Exercise
Go over the records and count each line that has the string "down". Give the number and nothing else.

(Stored data)
----
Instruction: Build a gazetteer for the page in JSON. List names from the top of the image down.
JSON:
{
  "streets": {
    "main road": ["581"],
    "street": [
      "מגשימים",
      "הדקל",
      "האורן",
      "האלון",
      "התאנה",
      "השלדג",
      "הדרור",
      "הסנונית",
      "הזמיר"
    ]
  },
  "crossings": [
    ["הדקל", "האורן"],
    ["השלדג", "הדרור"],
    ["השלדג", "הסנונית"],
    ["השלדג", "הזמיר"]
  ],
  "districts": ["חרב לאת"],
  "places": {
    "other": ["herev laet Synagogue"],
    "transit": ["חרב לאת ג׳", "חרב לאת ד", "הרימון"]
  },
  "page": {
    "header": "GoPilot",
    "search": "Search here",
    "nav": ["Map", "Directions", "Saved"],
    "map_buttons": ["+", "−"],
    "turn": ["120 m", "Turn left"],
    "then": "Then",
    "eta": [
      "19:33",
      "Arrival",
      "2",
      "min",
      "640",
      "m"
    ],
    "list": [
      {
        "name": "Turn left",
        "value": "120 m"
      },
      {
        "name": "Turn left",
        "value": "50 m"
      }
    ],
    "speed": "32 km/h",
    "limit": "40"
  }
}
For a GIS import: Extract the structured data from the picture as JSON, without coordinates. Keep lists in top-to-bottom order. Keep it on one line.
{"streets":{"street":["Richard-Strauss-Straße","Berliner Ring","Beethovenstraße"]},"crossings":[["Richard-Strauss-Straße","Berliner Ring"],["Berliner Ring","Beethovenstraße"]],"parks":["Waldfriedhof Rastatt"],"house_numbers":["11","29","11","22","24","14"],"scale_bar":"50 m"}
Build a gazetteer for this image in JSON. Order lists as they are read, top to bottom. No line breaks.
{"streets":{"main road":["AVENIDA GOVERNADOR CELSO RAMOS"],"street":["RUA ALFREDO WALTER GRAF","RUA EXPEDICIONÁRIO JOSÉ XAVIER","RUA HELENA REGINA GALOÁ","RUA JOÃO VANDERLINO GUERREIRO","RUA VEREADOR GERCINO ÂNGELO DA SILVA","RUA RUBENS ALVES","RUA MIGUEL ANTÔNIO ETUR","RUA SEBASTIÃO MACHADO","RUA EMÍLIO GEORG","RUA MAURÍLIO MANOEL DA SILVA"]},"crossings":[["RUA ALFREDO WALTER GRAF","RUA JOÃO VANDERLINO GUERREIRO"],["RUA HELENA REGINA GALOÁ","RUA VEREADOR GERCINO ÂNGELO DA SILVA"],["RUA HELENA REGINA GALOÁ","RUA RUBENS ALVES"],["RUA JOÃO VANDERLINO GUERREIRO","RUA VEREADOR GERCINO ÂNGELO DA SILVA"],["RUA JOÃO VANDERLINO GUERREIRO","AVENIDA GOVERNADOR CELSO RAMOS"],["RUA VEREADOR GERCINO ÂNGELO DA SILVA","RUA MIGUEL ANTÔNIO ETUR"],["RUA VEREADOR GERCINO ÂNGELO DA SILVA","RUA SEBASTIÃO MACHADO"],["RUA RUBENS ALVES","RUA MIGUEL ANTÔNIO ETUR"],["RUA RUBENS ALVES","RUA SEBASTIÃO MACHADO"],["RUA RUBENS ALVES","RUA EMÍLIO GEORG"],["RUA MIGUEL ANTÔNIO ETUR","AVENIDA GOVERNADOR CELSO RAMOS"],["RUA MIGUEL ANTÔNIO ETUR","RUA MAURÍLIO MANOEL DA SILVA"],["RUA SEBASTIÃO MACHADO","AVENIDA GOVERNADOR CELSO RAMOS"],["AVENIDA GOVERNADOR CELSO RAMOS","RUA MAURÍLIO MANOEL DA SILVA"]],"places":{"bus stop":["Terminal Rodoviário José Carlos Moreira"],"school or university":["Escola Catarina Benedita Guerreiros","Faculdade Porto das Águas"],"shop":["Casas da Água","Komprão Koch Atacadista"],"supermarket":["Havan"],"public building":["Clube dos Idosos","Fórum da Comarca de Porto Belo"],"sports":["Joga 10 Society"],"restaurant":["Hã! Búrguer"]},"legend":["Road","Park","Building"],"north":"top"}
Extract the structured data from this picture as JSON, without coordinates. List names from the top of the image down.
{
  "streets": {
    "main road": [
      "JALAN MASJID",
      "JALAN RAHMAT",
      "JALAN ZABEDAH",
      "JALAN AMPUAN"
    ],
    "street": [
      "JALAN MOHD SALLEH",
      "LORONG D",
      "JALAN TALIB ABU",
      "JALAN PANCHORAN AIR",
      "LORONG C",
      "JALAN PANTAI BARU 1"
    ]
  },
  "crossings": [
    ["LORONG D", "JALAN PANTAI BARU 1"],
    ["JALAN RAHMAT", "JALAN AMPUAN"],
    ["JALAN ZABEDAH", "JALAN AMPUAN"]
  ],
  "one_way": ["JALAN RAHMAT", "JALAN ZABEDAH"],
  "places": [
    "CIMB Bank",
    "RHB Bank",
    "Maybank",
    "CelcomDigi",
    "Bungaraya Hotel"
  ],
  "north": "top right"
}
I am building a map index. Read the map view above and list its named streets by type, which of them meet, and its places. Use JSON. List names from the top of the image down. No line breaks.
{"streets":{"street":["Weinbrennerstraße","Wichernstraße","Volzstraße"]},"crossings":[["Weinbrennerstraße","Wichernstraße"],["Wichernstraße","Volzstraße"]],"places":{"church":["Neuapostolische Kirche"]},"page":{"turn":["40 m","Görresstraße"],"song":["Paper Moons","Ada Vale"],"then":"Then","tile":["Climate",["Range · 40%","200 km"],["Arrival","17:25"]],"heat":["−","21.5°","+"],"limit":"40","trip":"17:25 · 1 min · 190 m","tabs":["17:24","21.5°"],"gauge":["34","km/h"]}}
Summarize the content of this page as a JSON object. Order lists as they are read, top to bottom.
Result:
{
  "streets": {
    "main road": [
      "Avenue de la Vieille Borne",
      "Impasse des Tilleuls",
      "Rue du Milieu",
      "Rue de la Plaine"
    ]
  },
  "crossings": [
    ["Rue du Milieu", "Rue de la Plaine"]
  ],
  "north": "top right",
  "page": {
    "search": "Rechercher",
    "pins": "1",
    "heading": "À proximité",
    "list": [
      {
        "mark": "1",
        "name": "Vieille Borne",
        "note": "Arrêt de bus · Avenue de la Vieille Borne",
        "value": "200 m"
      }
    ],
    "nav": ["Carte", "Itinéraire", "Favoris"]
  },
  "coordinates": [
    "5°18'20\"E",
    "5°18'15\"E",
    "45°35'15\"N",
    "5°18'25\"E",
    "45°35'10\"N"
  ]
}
----
Your solution
3